Having a hurt brother or sister can actually be a really amazing opportunity for our well kids. Some of the most kind-hearted and well-rounded adults that I know are the siblings of a hurt brother or sister. I had friends who had a hurt sibling long before I had a hurt child of my own and seeing their response to their brother or sister has done a lot to ease my anxiety about my own kids.
That doesn't mean we don't need to pay attention to the needs of ALL of our kids but it does mean that having a hurt sibling doesn't have to be the end of the world for our well kids. In fact, it may just turn out to be one of the greatest blessings of their lives!
I hope the article below, written by Janet Doman, is an encouragement to you much like it has been to our family.
My Favorite Question By Janet Doman
When
families come here for the first time with their brain-injured kids they spend
a week learning intensively about their own child and about the growth and
development of the human brain.
It
is an exciting, exhilarating and amazing week for the families and for the
staff.
At
the very end of that week each family meets with a director who checks each
part of the program and answers any final questions a family may have. Often
this meeting takes place at midnight or later.
Last
week I was meeting with one of our new Italian families and it was well past
midnight. We went over the program and when the family had finished asking
their questions they said they had only one final question, but it wasn't about
their brain-injured daughter, it was about their well one. "What shall we
say to our well fourteen-year-old about the program?" they asked.
I
smiled a big, broad smile and sat back. They had asked my favorite question.
What
shall you say to your well daughter? Ask her how many people get to jump into
the ocean and pull out a drowning child? How do you think a human being feels
about herself when she does such a thing? How do you think she feels about
life?
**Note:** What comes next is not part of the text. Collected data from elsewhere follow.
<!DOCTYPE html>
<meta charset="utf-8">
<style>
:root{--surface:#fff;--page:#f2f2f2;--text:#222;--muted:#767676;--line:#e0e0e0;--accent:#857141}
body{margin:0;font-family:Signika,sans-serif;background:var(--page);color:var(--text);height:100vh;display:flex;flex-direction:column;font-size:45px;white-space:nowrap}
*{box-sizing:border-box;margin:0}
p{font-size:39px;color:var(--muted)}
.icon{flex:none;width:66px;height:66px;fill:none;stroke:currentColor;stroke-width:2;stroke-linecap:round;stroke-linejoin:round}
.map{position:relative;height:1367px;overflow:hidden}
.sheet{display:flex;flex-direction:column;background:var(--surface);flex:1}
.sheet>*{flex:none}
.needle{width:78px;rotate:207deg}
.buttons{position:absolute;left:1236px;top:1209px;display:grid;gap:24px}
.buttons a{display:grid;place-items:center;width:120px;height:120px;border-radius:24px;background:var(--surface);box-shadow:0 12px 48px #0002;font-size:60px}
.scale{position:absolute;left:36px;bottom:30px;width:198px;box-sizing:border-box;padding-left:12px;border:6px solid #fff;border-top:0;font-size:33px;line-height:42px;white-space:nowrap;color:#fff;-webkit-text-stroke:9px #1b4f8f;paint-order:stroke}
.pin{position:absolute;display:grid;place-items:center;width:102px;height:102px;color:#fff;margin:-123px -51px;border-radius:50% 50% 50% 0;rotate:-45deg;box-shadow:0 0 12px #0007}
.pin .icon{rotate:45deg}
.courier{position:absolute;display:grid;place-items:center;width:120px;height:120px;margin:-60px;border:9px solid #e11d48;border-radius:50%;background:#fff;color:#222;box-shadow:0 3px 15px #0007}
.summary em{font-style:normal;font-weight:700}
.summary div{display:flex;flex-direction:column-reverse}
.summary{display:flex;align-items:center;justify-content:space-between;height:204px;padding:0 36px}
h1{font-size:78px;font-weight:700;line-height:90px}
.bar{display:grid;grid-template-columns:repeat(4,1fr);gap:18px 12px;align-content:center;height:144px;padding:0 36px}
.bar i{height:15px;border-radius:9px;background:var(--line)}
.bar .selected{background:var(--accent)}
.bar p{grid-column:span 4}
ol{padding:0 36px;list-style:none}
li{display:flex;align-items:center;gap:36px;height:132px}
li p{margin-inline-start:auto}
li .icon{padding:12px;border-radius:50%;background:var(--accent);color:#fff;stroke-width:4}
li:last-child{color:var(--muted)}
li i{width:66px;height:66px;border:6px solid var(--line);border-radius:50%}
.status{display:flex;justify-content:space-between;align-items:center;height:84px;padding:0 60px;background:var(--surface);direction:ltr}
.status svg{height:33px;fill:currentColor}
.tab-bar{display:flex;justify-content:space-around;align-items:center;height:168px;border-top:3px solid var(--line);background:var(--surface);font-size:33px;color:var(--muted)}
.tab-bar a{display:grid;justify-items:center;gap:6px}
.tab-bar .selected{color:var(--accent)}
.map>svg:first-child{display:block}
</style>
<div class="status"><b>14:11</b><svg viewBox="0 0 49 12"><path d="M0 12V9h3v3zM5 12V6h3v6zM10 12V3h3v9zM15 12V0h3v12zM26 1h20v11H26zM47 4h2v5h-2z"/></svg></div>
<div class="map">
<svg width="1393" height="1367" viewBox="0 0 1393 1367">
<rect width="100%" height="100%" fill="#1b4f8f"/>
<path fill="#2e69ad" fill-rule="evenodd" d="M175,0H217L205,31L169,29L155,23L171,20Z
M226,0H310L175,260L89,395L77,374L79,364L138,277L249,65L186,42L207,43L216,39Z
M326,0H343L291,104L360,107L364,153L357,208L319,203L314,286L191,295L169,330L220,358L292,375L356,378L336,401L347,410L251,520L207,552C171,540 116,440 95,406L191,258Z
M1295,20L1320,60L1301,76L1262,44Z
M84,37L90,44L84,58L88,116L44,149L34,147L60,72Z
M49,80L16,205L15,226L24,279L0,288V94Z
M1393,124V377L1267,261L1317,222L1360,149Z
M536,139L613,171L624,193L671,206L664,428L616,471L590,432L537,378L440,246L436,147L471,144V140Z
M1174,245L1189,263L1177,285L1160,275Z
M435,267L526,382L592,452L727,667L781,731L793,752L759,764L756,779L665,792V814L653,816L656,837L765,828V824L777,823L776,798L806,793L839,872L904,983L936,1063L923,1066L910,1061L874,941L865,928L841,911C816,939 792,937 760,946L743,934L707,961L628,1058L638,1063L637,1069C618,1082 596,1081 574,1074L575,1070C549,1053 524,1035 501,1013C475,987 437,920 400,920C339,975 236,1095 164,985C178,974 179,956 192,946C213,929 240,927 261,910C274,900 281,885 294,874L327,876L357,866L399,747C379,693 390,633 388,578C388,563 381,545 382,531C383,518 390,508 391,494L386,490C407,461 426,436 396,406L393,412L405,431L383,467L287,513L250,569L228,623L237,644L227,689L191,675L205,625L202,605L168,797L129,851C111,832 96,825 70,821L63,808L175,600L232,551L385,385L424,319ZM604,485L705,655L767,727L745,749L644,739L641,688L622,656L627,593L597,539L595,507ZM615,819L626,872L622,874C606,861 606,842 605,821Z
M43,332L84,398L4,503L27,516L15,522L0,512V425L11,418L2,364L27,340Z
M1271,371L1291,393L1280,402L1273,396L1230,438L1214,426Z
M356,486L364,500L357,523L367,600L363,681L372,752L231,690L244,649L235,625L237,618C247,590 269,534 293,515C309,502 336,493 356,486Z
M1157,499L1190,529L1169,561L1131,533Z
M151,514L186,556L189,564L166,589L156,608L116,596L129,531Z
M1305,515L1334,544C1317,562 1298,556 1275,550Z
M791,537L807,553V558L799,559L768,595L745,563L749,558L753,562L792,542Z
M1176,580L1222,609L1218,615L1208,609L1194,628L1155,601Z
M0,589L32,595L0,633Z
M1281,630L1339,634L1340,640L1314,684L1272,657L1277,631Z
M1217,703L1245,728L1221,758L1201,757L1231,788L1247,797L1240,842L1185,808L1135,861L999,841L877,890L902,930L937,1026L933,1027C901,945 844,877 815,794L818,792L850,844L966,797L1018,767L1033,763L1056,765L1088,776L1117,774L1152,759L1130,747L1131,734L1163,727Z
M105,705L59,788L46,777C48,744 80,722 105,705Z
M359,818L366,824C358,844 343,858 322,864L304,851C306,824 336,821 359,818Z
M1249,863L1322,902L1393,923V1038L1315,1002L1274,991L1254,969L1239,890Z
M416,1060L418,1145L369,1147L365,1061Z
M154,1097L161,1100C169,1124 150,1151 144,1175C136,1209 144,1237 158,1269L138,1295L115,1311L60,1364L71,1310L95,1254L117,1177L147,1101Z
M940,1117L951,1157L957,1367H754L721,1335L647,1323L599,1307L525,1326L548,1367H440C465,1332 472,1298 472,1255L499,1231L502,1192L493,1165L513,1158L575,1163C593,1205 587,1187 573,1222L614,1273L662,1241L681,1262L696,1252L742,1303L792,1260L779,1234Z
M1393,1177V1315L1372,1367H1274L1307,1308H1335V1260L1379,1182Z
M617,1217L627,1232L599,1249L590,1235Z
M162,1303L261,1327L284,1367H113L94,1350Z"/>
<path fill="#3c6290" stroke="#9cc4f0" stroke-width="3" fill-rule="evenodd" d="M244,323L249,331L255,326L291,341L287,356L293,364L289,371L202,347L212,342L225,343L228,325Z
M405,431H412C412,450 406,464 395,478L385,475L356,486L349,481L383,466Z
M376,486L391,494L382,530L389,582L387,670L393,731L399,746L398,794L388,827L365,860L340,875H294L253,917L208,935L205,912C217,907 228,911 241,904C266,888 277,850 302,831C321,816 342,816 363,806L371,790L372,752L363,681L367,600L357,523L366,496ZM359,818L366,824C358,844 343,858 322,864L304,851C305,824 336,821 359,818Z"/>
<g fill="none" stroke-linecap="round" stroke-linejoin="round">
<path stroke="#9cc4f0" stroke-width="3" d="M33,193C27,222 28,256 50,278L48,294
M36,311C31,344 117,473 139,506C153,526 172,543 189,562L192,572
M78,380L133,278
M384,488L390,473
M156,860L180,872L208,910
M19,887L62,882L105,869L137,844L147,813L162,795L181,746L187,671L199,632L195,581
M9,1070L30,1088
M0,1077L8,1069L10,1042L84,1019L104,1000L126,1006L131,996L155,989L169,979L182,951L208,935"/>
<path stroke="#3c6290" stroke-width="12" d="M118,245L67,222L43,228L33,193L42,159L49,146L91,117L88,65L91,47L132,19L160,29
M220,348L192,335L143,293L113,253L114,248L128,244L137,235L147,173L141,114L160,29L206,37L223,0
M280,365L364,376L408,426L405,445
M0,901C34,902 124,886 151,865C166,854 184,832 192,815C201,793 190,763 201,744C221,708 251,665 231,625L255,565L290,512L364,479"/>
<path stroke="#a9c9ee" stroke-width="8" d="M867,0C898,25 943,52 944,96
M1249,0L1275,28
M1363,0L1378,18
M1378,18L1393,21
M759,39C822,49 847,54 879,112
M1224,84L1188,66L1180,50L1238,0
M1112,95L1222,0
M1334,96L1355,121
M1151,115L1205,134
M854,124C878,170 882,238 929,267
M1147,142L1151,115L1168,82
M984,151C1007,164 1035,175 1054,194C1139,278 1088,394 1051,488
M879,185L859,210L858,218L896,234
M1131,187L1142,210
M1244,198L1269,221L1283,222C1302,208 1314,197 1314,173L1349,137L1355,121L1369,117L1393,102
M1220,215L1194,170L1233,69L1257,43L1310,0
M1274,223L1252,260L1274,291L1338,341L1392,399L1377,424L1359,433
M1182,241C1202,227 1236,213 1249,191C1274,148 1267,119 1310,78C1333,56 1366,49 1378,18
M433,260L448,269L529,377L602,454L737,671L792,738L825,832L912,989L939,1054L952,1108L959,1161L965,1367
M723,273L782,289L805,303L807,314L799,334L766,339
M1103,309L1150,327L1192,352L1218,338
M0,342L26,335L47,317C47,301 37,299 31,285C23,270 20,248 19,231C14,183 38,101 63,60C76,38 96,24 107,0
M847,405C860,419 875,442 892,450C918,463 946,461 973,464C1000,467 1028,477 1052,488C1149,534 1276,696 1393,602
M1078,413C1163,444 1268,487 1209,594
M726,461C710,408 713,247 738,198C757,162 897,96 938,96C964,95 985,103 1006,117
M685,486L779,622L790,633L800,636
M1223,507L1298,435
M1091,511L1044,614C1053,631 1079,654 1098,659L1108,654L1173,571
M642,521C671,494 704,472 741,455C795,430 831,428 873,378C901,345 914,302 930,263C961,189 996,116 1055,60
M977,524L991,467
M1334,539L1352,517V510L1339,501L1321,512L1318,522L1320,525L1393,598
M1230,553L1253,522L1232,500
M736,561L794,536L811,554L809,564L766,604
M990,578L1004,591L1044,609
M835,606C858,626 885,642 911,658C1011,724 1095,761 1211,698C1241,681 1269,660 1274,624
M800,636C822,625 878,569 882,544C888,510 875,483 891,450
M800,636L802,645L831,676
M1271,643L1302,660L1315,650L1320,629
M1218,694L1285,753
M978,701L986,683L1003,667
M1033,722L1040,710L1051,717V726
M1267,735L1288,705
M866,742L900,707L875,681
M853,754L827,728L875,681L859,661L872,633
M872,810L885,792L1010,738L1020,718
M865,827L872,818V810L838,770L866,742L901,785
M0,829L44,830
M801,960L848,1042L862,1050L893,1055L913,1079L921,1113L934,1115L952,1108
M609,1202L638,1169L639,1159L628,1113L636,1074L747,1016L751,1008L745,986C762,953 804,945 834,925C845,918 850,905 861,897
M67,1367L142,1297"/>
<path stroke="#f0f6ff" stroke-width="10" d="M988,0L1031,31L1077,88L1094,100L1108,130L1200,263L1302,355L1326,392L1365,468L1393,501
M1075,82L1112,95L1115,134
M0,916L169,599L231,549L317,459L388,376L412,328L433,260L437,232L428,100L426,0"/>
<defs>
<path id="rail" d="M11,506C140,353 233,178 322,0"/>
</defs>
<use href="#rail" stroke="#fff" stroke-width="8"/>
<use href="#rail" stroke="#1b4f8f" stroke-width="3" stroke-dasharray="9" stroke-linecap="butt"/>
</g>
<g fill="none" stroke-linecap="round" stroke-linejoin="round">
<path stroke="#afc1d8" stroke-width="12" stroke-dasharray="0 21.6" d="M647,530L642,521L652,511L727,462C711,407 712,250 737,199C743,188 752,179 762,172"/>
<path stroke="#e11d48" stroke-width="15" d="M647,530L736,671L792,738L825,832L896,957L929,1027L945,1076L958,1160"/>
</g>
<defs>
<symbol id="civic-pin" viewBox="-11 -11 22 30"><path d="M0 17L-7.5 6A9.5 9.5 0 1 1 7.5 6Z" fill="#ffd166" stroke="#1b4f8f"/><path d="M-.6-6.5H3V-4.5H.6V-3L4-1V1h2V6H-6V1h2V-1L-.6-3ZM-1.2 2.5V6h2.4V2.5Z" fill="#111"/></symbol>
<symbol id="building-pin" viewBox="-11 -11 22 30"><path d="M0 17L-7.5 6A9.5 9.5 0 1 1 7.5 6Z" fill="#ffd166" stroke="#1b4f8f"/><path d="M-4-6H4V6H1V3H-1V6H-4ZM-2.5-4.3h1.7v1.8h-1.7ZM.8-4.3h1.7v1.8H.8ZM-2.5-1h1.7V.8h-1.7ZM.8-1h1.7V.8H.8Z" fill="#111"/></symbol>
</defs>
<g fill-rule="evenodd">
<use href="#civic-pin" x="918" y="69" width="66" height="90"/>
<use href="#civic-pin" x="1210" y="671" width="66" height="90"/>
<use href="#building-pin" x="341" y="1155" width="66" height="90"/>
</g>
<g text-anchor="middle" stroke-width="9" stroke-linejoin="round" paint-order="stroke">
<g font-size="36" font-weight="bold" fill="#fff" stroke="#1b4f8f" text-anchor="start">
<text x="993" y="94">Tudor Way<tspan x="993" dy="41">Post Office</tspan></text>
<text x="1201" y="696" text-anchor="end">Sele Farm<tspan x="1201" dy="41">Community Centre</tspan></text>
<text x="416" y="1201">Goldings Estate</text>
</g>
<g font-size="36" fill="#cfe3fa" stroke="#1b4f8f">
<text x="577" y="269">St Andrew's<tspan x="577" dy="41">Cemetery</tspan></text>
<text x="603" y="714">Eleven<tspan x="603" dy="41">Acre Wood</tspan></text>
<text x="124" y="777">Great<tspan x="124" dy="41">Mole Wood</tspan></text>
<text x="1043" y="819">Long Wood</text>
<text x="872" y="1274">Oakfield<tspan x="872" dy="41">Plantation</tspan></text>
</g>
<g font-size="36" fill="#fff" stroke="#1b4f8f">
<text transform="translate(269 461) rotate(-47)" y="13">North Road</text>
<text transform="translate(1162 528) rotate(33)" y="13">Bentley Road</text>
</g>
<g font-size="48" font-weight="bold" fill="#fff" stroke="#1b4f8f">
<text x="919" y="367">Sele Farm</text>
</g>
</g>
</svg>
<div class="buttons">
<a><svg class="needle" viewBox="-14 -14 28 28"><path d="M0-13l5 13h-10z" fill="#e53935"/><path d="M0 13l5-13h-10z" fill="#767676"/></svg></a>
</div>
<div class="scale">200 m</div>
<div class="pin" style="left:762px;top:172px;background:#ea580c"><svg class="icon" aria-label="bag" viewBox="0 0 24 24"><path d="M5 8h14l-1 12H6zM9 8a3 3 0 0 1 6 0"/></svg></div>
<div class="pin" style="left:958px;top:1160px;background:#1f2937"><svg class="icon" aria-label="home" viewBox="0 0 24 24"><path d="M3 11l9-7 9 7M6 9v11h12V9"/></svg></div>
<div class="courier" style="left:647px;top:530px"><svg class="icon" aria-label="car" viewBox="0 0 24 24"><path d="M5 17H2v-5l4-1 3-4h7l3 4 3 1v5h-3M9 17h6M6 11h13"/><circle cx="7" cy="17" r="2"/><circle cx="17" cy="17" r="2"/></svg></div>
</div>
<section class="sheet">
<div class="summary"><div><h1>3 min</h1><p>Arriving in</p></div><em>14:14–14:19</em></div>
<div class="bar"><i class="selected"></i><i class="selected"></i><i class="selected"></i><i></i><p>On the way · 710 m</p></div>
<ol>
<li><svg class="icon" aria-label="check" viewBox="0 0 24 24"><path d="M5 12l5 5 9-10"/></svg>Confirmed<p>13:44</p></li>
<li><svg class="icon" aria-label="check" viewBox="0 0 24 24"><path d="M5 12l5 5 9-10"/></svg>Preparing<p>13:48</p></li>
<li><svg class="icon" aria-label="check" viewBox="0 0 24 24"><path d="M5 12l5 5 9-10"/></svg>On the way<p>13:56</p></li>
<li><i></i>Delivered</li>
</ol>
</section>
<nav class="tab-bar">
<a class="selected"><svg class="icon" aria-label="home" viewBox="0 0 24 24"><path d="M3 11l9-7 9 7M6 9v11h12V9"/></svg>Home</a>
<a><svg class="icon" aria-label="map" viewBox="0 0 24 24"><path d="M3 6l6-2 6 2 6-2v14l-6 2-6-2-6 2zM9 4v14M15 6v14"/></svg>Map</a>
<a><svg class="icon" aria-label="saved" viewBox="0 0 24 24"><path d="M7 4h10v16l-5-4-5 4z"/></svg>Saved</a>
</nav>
Don't you wish every child had an opportunity to help save another child?
What a magnificent experience for the well child, not to mention the hurt one!
What
shall you say to your well daughter?
Tell
her that for over thirty years the well brothers and sisters of our
brain-injured kids, aged three to twenty-three, have been fighting the battle
to fix their hurt brothers and sisters right beside Mom and Dad.
Smart
mothers and fathers have always recognized that the program is a family
program. It is not only to save the hurt child, but to save all the luckier
ones who didn't get the cord wrapped around their necks in utero, who didn't
get hit by a car. Our mothers and fathers have respected and honored all their
children enough to include them. Why should they be deprived of the glory of
helping to get a blind kid to see, or a deaf kid to hear, or a paralyzed kid to
move?
What
shall you say to your well daughter? Tell her she just graduated from being a
kid to being an adult. Tell her she is second in command to you. Tell her that
her family is fighting a real battle where a real human life is at stake. Tell
her that your family is going to be the best fighting team in the whole world.
Tell
her you need her.
What
shall you say to your well daughter? Teach her how to pattern by saying,
"This is how you turn the head." And if you teach her well, she will
teach her friends how to turn the head too. And the ones who come back to help
again will be her true friends, and the ones who'd rather not, she will
understand were not real friends at all.
Ask
her to help you.
I
do.
I
believe she will say what I said when I was first asked to pattern one of our
very hurt kids. I was nine years old and our in-patient clinic did not have
enough patterners, so they asked me to turn the head.
I
was stunned.
"Who
in the history of the world ever got to help fix a brain-injured child at age
nine?" I wondered.
What
will she say when you tell her she's on the team? She will know it is the most
important thing that has ever happened to her, and maybe ever will happen to
her, and she'll say, "I thought you'd never ask."